A new study published in the journal Nature has uncovered a new role for a gene known to be key in the development of Alzheimer’s disease: ApoE. This newly gained understanding gives researchers a novel therapeutic target, which, they hope, will soon enable them to cure the condition.
The senior author of the new study is Dr. David Holtzman, head of the Department of Neurology at the Washington University School of Medicine in St. Louis, MO. The team – led by Dr. Holtzman – investigated the effect of the ApoE4 gene variant in the development of Alzheimer’s disease.
ApoE is a gene responsible for creating the protein apolipoprotein E, which – in combination with fats – forms lipoproteins. The latter carry cholesterol through the bloodstream.

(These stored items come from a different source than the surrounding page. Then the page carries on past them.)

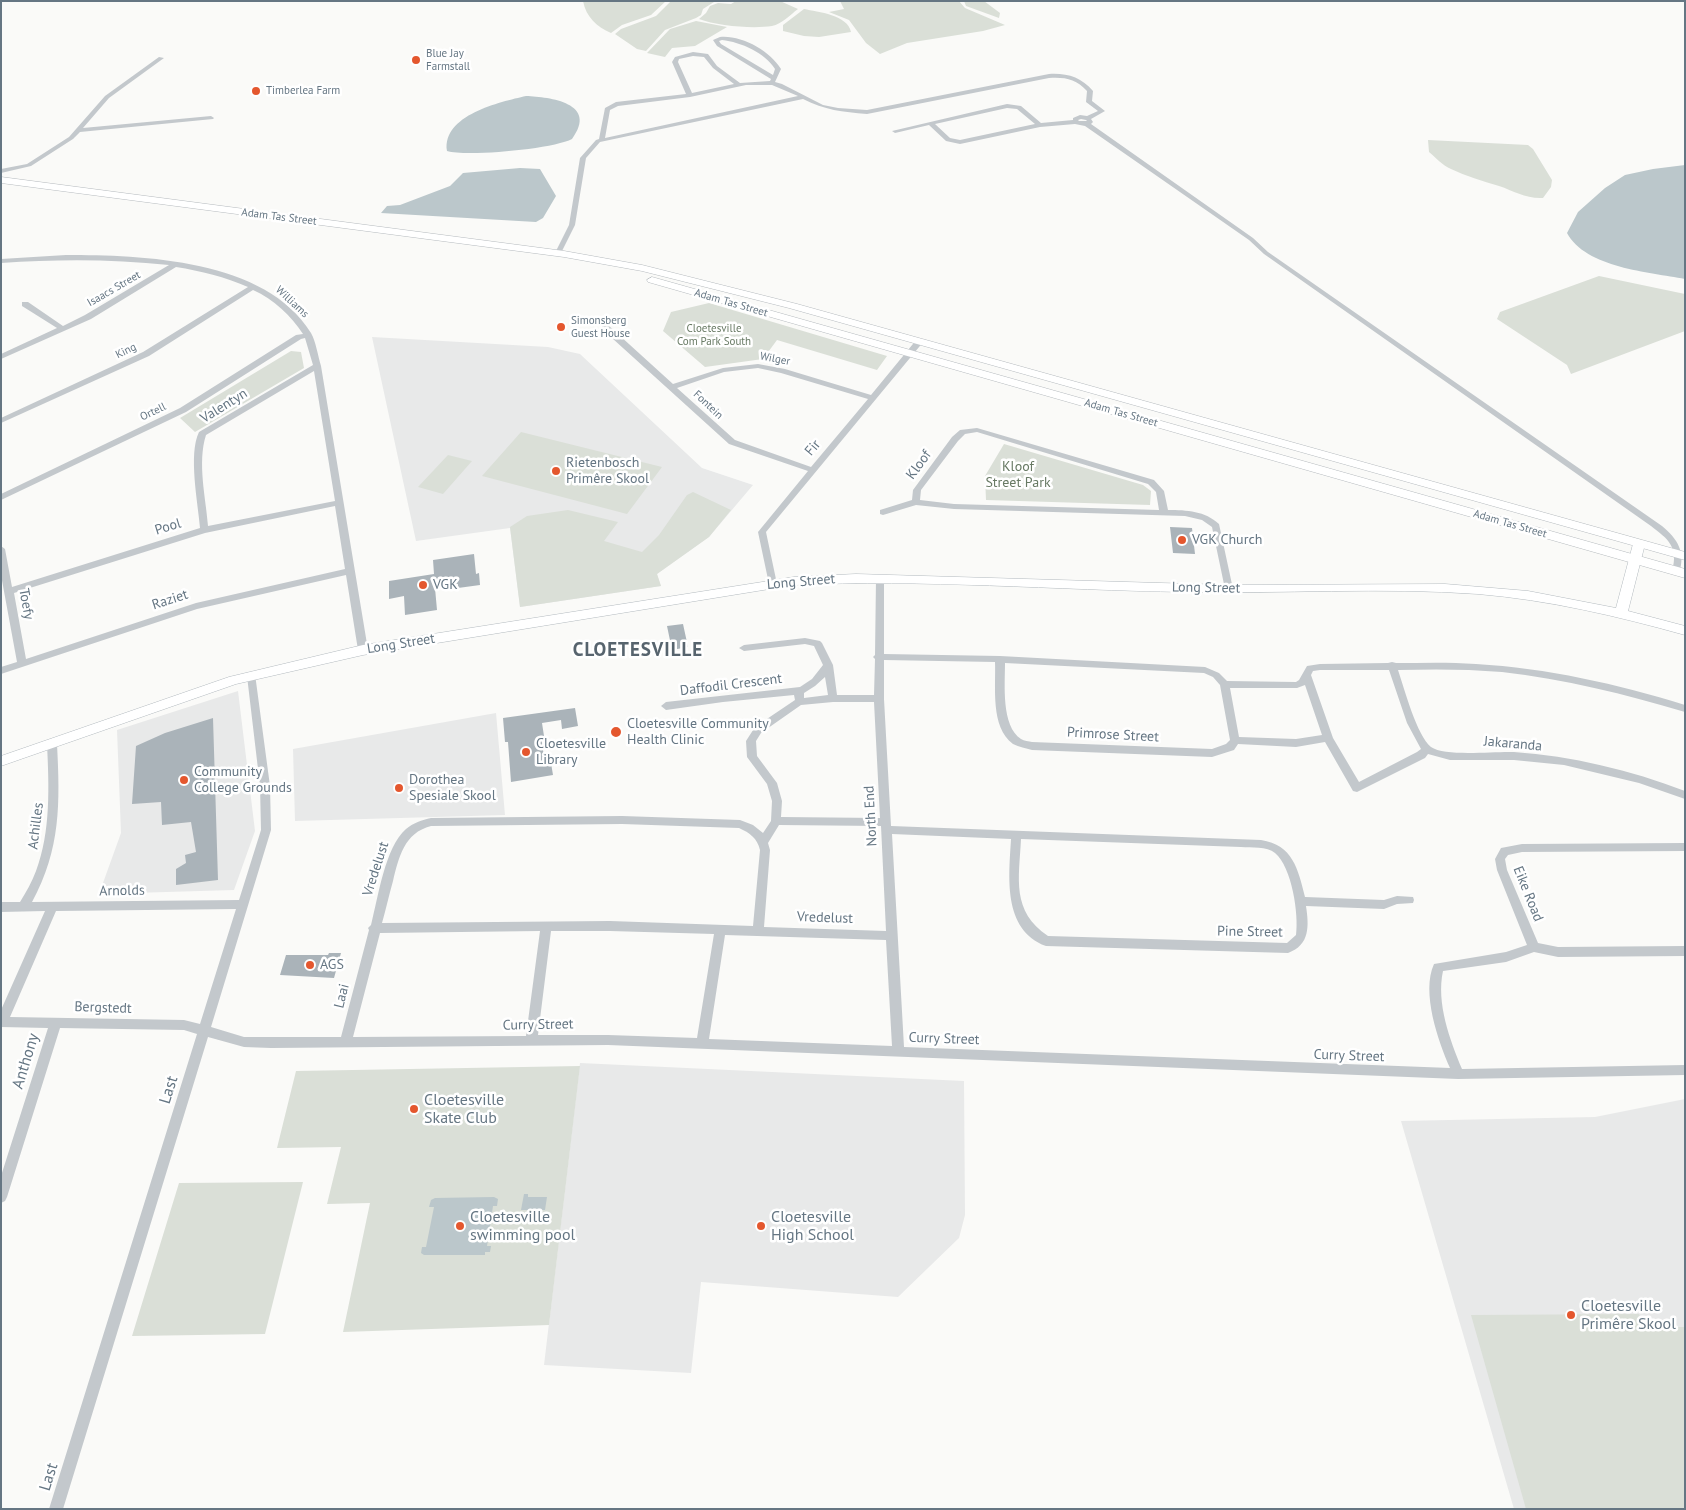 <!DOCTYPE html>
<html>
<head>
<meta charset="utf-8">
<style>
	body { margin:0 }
	#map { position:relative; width:1686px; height:1510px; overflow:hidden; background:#fafaf8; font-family:"PT Sans",sans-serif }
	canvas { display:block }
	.frame { position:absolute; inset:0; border:2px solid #657683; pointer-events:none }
</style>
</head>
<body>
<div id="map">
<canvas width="1686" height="1510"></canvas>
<div class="frame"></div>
</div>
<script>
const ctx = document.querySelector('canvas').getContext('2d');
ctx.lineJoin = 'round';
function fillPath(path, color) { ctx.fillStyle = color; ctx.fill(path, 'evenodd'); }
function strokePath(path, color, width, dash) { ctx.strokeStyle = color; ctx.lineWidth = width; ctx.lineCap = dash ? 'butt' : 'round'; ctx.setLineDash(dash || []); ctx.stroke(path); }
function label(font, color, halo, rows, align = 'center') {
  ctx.font = font + ' "PT Sans",sans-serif'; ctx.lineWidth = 5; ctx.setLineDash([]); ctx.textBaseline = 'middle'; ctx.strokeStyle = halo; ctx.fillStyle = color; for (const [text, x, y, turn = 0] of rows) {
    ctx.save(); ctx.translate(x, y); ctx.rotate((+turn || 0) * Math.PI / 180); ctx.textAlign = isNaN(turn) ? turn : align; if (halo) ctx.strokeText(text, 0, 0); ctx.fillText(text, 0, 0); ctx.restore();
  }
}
const built = new Path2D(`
	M372 337 548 347 580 354 702 468 753 485 709 537 657 574 661 586 520 607 510 528 416 541Z
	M238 691 255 831 234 890 99 894 121 833 117 730Z
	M496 713 505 815 295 821 293 749Z
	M580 1063 964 1081 965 1215 959 1238 898 1297 701 1282 691 1373 544 1365Z
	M1685 1099V1509H1514L1401 1121 1595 1117Z`);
const green = new Path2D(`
	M583 1H666L651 15 622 25 611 33C597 27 586 17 583 1Z
	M671 1 714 2 703 9 701 15 696 18 665 30 646 51 637 49 615 34 621 29 656 16Z
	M736 1H780L798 9C790 15 782 24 772 26 753 29 717 26 699 19L706 13 710 6 718 3 731 4Z
	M840 1H959L965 8 1005 25 983 31 907 43 880 54 866 43 849 20 829 12 844 9Z
	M964 1H984L1000 13 999 18 966 6Z
	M804 9C818 12 848 15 851 32L819 37 804 36 783 31V25Z
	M696 21 727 27 695 46 672 48 665 57 647 53 670 29Z
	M1428 140 1528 145 1533 149 1552 180 1551 187 1543 198C1526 199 1514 191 1499 186 1482 181 1466 176 1451 169 1443 166 1435 157 1429 152Z
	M1599 276 1685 294V331L1571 374 1567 365 1497 319 1500 312Z
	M709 303 887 356 877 370 777 340 763 359 705 367 663 331 671 312Z
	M291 351 301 352 304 368 195 432 180 418Z
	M521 432 662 467 627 514 482 476Z
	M1004 444 1143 485 1151 491 1150 505 986 500 985 476Z
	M448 455 472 461 443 494 418 487Z
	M693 492 731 510 709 537 657 574 661 586 520 607 510 527 527 516 568 510 618 522 604 541 642 552 659 535 687 495Z
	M580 1066 549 1325 343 1332 370 1203 327 1204 341 1147 277 1148 296 1071Z
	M303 1182 265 1334 132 1336 179 1183Z
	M1639 1314 1644 1327H1685V1509H1526L1471 1315Z`);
const water = new Path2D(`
	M526 96C550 97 599 103 572 139 553 149 467 157 447 151 442 115 500 102 526 96Z
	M1685 165V279C1649 272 1586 268 1567 233L1578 212 1605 188 1625 175 1653 169Z
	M520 168 540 169 556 196 543 218 536 222 381 213 387 206 400 205 450 186 463 173Z
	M524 1194H528V1197H547L545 1210H521Z
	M494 1197 498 1199 497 1206H493L487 1246H491L490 1252H485V1255H424L421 1253 422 1247H426L434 1207H429L431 1200 435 1198Z`);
const building = new Path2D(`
	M1170 527 1192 528 1195 554 1173 553Z
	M474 554 476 574 479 573 480 585 458 588V584L435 588 437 610 405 615 404 596 389 599V581L434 574 433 560Z
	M683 624 688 647 672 650 667 626Z
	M575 708 578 726 562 729 561 720 542 723 544 736H541L545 764 551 763 553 775 511 782 508 742H505L503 718Z
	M213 718 218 880 176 885V869L186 863 185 855 196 852 191 822 162 825 161 802 132 804 136 746 165 733Z
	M329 953H341L334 978 280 975 286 955H328Z`);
const street = new Path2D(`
	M720 37C742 35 770 51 781 69L775 82 782 84 823 105 838 108 867 110 1049 74C1067 73 1081 77 1093 91L1092 101 1105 111 1091 119 1093 122 1091 124 1253 238 1268 252 1662 526C1678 539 1686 553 1679 573H1673L1672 571C1679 547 1668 539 1651 526L1264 254 1249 240 1085 126 1075 124 1040 127 960 144 946 141 929 125 895 133 892 131 1007 104 1021 106 1041 123 1073 120V118L1080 115 1087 116 1098 111 1086 102 1087 91C1076 79 1065 77 1049 78L867 114C842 112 825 110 803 99L600 142 586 158 575 225 560 255 555 256 554 255 569 225 580 158 596 140 599 139 605 108 616 102 686 94 672 62 675 57 693 52 708 54 717 66 740 83 770 81 771 79 717 46 713 40ZM722 40C741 42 765 53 775 69L773 75 721 44 719 41ZM693 56 704 57 713 68 734 84 692 93 678 62 679 59ZM746 85H772L798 96 605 138 610 110 618 106 690 97ZM1007 108 1017 109 1035 124 960 140 950 138 935 124ZM1081 119 1086 120 1087 121H1079L1078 120Z
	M159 57 164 58 109 98 83 128 211 116 214 118 213 119 80 132 73 139 31 166 1 173V169L27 164 69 137 105 96Z
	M66 255C142 255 266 259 311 333 316 342 318 356 321 366L368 650 366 652H360L358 650 346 575 197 609 1 674V667L17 662 1 575V546L5 549 12 587 200 528C198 503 188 454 199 432L313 365 305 338 301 339 186 412 1 500V494L180 408 296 335 303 334C291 316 274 299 253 290L149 356 1 423V418L143 352 248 287C225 277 201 271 176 267L91 319 1 359V354L57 328 22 306V302H28L63 326 85 315 169 265C113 259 58 259 1 263V259ZM314 371 335 501 208 526C206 498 197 463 206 435ZM335 506 345 569 196 603 26 659 14 593 205 533Z
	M602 325H608L673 384 723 368 758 364 785 369 871 395 917 339H923L924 341 766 532 777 584 773 587 769 584 758 532 808 471 729 444 602 329ZM758 368 781 373 868 399 811 467 735 440 677 388 724 372Z
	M977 428 1154 480 1164 491 1168 510C1187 510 1205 511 1219 524L1233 589 1232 591 1229 592 1225 589 1212 527 1202 520 1185 516 954 509 916 505 883 515 880 514V510L912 500 913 490 952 437 960 430ZM977 432 1148 484 1156 492 1159 510 954 504 920 500 921 490 958 441 965 434Z
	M880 576 884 579V654L1000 656 1205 667 1219 673 1227 681 1296 682 1299 680 1307 666 1320 664 1388 663 1392 662 1396 663C1422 663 1449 662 1476 664 1547 668 1617 684 1685 705V712C1625 694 1564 679 1502 672 1467 669 1433 669 1398 670 1404 688 1417 736 1431 747 1445 757 1495 751 1514 752 1572 756 1630 770 1685 791V799L1639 783 1564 765 1514 760H1450L1428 754 1425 758 1357 792 1353 791 1325 742 1296 747 1238 744 1234 750 1212 757 1032 750C1026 748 1019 747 1013 744 990 727 996 687 995 662L884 660V699L891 826 1261 840C1293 845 1298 869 1305 897L1384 900 1397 896 1413 897 1414 900 1413 903 1397 904 1384 909 1306 906C1309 926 1310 945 1288 953L1046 946C1002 930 1009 875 1011 839L892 834 904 1047 1450 1068C1438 1041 1421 992 1434 964L1506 952 1527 945 1497 870 1495 859 1501 848 1522 844 1685 843V851L1522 852 1508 855 1505 859 1507 870 1538 943 1558 947 1685 946V956L1558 957 1534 952 1506 962 1443 971C1436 1003 1450 1040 1462 1069L1685 1065V1075L1458 1079 608 1045 271 1048 244 1047 208 1037 63 1509H49L197 1034 184 1030 60 1028 7 1197 5 1201 1 1203V1176L48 1028 1 1027V1010L45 911 1 912V902H20C26 892 32 882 36 871 51 831 49 786 47 744L48 741H56L57 744C60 803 61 849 32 902L239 900 261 830 260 786 247 676 249 674H255L270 786 271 830 211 1027 244 1037H341L369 930 368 928 371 925C378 898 385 847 406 829 413 823 422 820 431 818L622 816 740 820 753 825 763 833 771 821 772 801 767 784 747 757 746 741 755 727 795 700 794 695 723 702 666 710 661 706 666 702 800 687 812 679 823 665 814 646 805 644 744 651 739 648 744 645 805 638 820 641 822 643 833 665 837 695H874L875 659 873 657 875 655 876 579ZM1005 663 1204 673 1213 677 1220 685 1230 740 1226 744 1212 749 1032 742C1029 741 1024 741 1021 739 1001 726 1005 684 1005 663ZM1320 670H1389L1407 723 1421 749 1417 752 1359 782 1333 738 1311 675 1313 671ZM825 677 828 695 804 698V693L815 686ZM1305 685 1322 735 1296 739 1239 737 1230 688H1297ZM833 702H874L880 818 781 817 782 801 777 783 757 756 756 741 761 733 801 705ZM622 824 739 828C750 833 757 838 760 850L753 926 610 921 382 923C386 909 389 895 393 881 399 857 404 833 431 826ZM779 825 881 826 886 931 764 927 770 850 768 843ZM1021 839 1241 847C1251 848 1267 846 1275 853 1292 867 1299 915 1296 935L1287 943 1048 936C1011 911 1019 879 1021 839ZM236 909 200 1024 184 1020 10 1017 56 911ZM540 931 526 1036 353 1037 380 933ZM551 931H610L714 934 697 1038 608 1035H538ZM725 935 886 940 892 1046 709 1039Z`);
const secondary = new Path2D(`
	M1639 540 1645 544 1628 611 1685 626V635C1617 616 1549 600 1478 594 1381 587 1282 594 1185 592 1055 590 924 579 794 585L363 655 236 684 1 766V756L229 677 363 645 794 577 856 574 1228 585 1445 584 1528 591 1616 608 1633 544Z`);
const primary = new Path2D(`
	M1 177 564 251 642 265 797 304 1685 552V560L789 308 642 271 564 257 1 183Z
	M652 277 1685 569V578L648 282 647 280Z`);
const markers = [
	[416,60,5,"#e4572e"],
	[256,91,5,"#e4572e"],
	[561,327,5,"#e4572e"],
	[556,471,5,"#e4572e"],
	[1182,540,5,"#e4572e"],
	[423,585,5,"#e4572e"],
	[616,732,6,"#e4572e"],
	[526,752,5,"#e4572e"],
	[184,780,5,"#e4572e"],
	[399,788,5,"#e4572e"],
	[310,965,5,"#e4572e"],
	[414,1109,5,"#e4572e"],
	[460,1226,5,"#e4572e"],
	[761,1226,5,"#e4572e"],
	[1571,1315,5,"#e4572e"]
];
const farPoinames = [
	["Blue Jay",426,54],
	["Farmstall",426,67],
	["Timberlea Farm",266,91],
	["Simonsberg",571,321],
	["Guest House",571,334]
];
const farStreetnames = [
	["Adam Tas Street",279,217,7],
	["Isaacs Street",114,289,-30],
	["Williams",292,302,43],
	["Adam Tas Street",731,303,16],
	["King",126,351,-26],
	["Wilger",775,359,11],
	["Fontein",708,405,43],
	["Ortell",153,412,-26],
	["Adam Tas Street",1121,413,16],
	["Adam Tas Street",1510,524,16]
];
const farParknames = [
	["Cloetesville",714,329],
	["Com Park South",714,342]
];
const streetNames = [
	["Valentyn",224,406,-32],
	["Fir",813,448,-50],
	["Kloof",919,465,-54],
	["Pool",168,527,-17],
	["Long Street",801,582,-5],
	["Long Street",1206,588,1],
	["Raziet",170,600,-18],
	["Toefy",26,604,80],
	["Long Street",401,644,-9],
	["Daffodil Crescent",731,685,-7],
	["Primrose Street",1113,735,3],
	["Jakaranda",1513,744,5],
	["North End",871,816,-93],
	["Achilles",36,826,-83],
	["Vredelust",376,869,-72],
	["Arnolds",122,891,-1],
	["Eike Road",1528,894,68],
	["Vredelust",825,918,2],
	["Pine Street",1250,932,1],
	["Laai",342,996,-76],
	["Bergstedt",103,1008,2],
	["Curry Street",538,1025,-1],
	["Curry Street",944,1039,2],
	["Curry Street",1349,1056,2]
];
const poiNames = [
	["Rietenbosch",566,463],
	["Primêre Skool",566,479],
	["VGK Church",1192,540],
	["VGK",433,585],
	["Cloetesville Community",627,724],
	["Health Clinic",627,740],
	["Cloetesville",536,744],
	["Library",536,760],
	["Community",194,772],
	["College Grounds",194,788],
	["Dorothea",409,780],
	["Spesiale Skool",409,796],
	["AGS",320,965]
];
const parkNames = [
	["Kloof",1018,467],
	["Street Park",1018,483]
];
const nearStreetnames = [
	["Anthony",26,1061,-73],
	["Last",169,1090,-73],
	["Last",49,1477,-73]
];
const nearPoinames = [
	["Cloetesville",424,1100],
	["Skate Club",424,1118],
	["Cloetesville",470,1217],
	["swimming pool",470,1235],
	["Cloetesville",771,1217],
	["High School",771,1235],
	["Cloetesville",1581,1306],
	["Primêre Skool",1581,1324]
];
const districtNames = [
	["CLOETESVILLE",638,651]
];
fillPath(built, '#e8e9e9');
fillPath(green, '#dadfd7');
fillPath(water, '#bbc7cb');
fillPath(building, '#aab3b9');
strokePath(secondary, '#b3babf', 1);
strokePath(primary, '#b5babe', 1);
fillPath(street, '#c3c8cc');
fillPath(secondary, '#fff');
fillPath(primary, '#fff');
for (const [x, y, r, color] of markers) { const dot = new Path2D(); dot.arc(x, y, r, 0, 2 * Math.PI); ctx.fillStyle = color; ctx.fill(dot); strokePath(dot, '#fff', 2); }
label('11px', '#657683', '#fff', farPoinames, 'left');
label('11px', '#657683', '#fff', farStreetnames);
label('11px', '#687a64', '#fff', farParknames);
label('14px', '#657683', '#fff', streetNames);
label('14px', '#657683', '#fff', poiNames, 'left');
label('14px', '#687a64', '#fff', parkNames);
label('16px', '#657683', '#fff', nearStreetnames);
label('16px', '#657683', '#fff', nearPoinames, 'left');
ctx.letterSpacing = '1px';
label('bold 19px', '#57646e', '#fff', districtNames);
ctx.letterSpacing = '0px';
</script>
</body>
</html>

ApoE has different variants, or alleles: e2, e3, and e4. Studies have shown that ApoE e4 (ApoE4) puts carriers at a dramatic risk of developing Alzheimer’s disease.
In fact, people with one copy of the gene are two to three times more likely to develop this kind of dementia, while those with both copies of the gene are 12 times more likely to have the disease.
Additionally, studies of brain pathology have shown that people with ApoE4 have more of the amyloid beta plaques accumulated in the brain. Beta-amyloid is a sticky protein that clumps together, blocking neuron-to-neuron signaling in Alzheimer’s patients.
So, while it is known that ApoE4 is somehow crucial in Alzheimer’s disease, the mechanism whereby this gene contributes to disease formation remains unclear.
The new research by Dr. Holtzman and his colleagues sheds some light on this mechanism. Their findings suggest that ApoE4 may “work” by exacerbating the damage done by a different protein associated with Alzheimer’s: tau.